[Collected data]
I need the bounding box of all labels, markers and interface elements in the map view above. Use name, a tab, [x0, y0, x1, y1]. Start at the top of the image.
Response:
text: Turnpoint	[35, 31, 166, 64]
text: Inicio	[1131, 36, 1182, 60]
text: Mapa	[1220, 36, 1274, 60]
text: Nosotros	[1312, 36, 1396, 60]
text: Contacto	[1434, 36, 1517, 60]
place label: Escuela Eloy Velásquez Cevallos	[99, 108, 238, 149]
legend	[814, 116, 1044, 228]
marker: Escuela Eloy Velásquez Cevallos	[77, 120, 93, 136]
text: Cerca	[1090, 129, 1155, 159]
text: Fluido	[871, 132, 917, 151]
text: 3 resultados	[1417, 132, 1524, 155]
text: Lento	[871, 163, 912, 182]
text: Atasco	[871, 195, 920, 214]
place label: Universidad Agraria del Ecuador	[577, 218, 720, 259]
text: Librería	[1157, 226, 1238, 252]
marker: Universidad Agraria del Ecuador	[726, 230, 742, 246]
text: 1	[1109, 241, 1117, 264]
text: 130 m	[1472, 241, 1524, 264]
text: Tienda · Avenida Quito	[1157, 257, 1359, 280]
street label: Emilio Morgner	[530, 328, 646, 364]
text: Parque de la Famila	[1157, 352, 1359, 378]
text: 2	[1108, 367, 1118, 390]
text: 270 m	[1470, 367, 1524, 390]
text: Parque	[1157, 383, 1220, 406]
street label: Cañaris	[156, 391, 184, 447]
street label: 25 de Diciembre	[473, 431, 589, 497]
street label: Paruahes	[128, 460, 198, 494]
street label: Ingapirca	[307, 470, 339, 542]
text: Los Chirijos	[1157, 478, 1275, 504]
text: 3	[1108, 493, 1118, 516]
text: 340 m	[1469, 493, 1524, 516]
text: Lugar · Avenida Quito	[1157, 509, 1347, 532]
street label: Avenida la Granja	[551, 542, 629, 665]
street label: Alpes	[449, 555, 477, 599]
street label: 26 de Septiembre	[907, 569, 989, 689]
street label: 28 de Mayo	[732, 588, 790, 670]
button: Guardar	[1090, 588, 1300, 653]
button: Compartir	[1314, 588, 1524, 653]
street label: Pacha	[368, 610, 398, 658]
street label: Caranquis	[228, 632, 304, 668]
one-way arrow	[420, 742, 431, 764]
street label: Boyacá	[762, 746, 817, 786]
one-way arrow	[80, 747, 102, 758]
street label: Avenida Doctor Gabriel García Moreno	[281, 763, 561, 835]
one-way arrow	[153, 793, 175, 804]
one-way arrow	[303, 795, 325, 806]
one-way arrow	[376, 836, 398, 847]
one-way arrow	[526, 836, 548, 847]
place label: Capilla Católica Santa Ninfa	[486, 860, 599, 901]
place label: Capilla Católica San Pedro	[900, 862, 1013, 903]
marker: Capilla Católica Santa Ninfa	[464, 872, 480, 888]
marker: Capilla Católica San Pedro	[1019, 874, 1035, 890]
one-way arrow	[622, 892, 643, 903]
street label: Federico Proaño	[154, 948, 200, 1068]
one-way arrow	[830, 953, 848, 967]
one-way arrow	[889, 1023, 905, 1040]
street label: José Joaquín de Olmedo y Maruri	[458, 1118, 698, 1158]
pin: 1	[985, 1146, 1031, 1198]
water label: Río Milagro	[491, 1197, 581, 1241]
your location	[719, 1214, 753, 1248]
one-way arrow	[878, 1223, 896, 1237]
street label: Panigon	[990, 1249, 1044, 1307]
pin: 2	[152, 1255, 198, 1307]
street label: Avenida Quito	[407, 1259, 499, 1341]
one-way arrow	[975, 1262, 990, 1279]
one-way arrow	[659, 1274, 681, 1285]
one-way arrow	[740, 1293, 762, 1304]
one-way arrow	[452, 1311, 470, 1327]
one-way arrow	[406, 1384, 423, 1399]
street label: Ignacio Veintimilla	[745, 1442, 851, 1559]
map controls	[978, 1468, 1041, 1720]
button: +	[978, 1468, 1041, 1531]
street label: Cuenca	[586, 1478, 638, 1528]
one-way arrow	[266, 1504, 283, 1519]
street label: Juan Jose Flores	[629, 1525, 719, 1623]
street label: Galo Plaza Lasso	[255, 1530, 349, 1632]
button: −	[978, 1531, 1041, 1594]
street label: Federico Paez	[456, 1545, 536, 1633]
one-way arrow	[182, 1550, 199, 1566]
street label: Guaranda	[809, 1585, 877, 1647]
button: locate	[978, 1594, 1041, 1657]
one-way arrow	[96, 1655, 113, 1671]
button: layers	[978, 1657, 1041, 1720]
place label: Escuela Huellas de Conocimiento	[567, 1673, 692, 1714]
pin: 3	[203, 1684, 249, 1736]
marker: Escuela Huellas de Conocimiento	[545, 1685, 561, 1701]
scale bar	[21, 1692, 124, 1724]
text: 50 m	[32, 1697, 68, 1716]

What you need to do: Word for word, repeat each entry shown above.

Your solution:
I need the bounding box of all labels, markers and interface elements in the map view above. Use name, a tab, [x0, y0, x1, y1]. Start at the top of the image.
Response:
text: Turnpoint	[35, 31, 166, 64]
text: Inicio	[1131, 36, 1182, 60]
text: Mapa	[1220, 36, 1274, 60]
text: Nosotros	[1312, 36, 1396, 60]
text: Contacto	[1434, 36, 1517, 60]
place label: Escuela Eloy Velásquez Cevallos	[99, 108, 238, 149]
legend	[814, 116, 1044, 228]
marker: Escuela Eloy Velásquez Cevallos	[77, 120, 93, 136]
text: Cerca	[1090, 129, 1155, 159]
text: Fluido	[871, 132, 917, 151]
text: 3 resultados	[1417, 132, 1524, 155]
text: Lento	[871, 163, 912, 182]
text: Atasco	[871, 195, 920, 214]
place label: Universidad Agraria del Ecuador	[577, 218, 720, 259]
text: Librería	[1157, 226, 1238, 252]
marker: Universidad Agraria del Ecuador	[726, 230, 742, 246]
text: 1	[1109, 241, 1117, 264]
text: 130 m	[1472, 241, 1524, 264]
text: Tienda · Avenida Quito	[1157, 257, 1359, 280]
street label: Emilio Morgner	[530, 328, 646, 364]
text: Parque de la Famila	[1157, 352, 1359, 378]
text: 2	[1108, 367, 1118, 390]
text: 270 m	[1470, 367, 1524, 390]
text: Parque	[1157, 383, 1220, 406]
street label: Cañaris	[156, 391, 184, 447]
street label: 25 de Diciembre	[473, 431, 589, 497]
street label: Paruahes	[128, 460, 198, 494]
street label: Ingapirca	[307, 470, 339, 542]
text: Los Chirijos	[1157, 478, 1275, 504]
text: 3	[1108, 493, 1118, 516]
text: 340 m	[1469, 493, 1524, 516]
text: Lugar · Avenida Quito	[1157, 509, 1347, 532]
street label: Avenida la Granja	[551, 542, 629, 665]
street label: Alpes	[449, 555, 477, 599]
street label: 26 de Septiembre	[907, 569, 989, 689]
street label: 28 de Mayo	[732, 588, 790, 670]
button: Guardar	[1090, 588, 1300, 653]
button: Compartir	[1314, 588, 1524, 653]
street label: Pacha	[368, 610, 398, 658]
street label: Caranquis	[228, 632, 304, 668]
one-way arrow	[420, 742, 431, 764]
street label: Boyacá	[762, 746, 817, 786]
one-way arrow	[80, 747, 102, 758]
street label: Avenida Doctor Gabriel García Moreno	[281, 763, 561, 835]
one-way arrow	[153, 793, 175, 804]
one-way arrow	[303, 795, 325, 806]
one-way arrow	[376, 836, 398, 847]
one-way arrow	[526, 836, 548, 847]
place label: Capilla Católica Santa Ninfa	[486, 860, 599, 901]
place label: Capilla Católica San Pedro	[900, 862, 1013, 903]
marker: Capilla Católica Santa Ninfa	[464, 872, 480, 888]
marker: Capilla Católica San Pedro	[1019, 874, 1035, 890]
one-way arrow	[622, 892, 643, 903]
street label: Federico Proaño	[154, 948, 200, 1068]
one-way arrow	[830, 953, 848, 967]
one-way arrow	[889, 1023, 905, 1040]
street label: José Joaquín de Olmedo y Maruri	[458, 1118, 698, 1158]
pin: 1	[985, 1146, 1031, 1198]
water label: Río Milagro	[491, 1197, 581, 1241]
your location	[719, 1214, 753, 1248]
one-way arrow	[878, 1223, 896, 1237]
street label: Panigon	[990, 1249, 1044, 1307]
pin: 2	[152, 1255, 198, 1307]
street label: Avenida Quito	[407, 1259, 499, 1341]
one-way arrow	[975, 1262, 990, 1279]
one-way arrow	[659, 1274, 681, 1285]
one-way arrow	[740, 1293, 762, 1304]
one-way arrow	[452, 1311, 470, 1327]
one-way arrow	[406, 1384, 423, 1399]
street label: Ignacio Veintimilla	[745, 1442, 851, 1559]
map controls	[978, 1468, 1041, 1720]
button: +	[978, 1468, 1041, 1531]
street label: Cuenca	[586, 1478, 638, 1528]
one-way arrow	[266, 1504, 283, 1519]
street label: Juan Jose Flores	[629, 1525, 719, 1623]
street label: Galo Plaza Lasso	[255, 1530, 349, 1632]
button: −	[978, 1531, 1041, 1594]
street label: Federico Paez	[456, 1545, 536, 1633]
one-way arrow	[182, 1550, 199, 1566]
street label: Guaranda	[809, 1585, 877, 1647]
button: locate	[978, 1594, 1041, 1657]
one-way arrow	[96, 1655, 113, 1671]
button: layers	[978, 1657, 1041, 1720]
place label: Escuela Huellas de Conocimiento	[567, 1673, 692, 1714]
pin: 3	[203, 1684, 249, 1736]
marker: Escuela Huellas de Conocimiento	[545, 1685, 561, 1701]
scale bar	[21, 1692, 124, 1724]
text: 50 m	[32, 1697, 68, 1716]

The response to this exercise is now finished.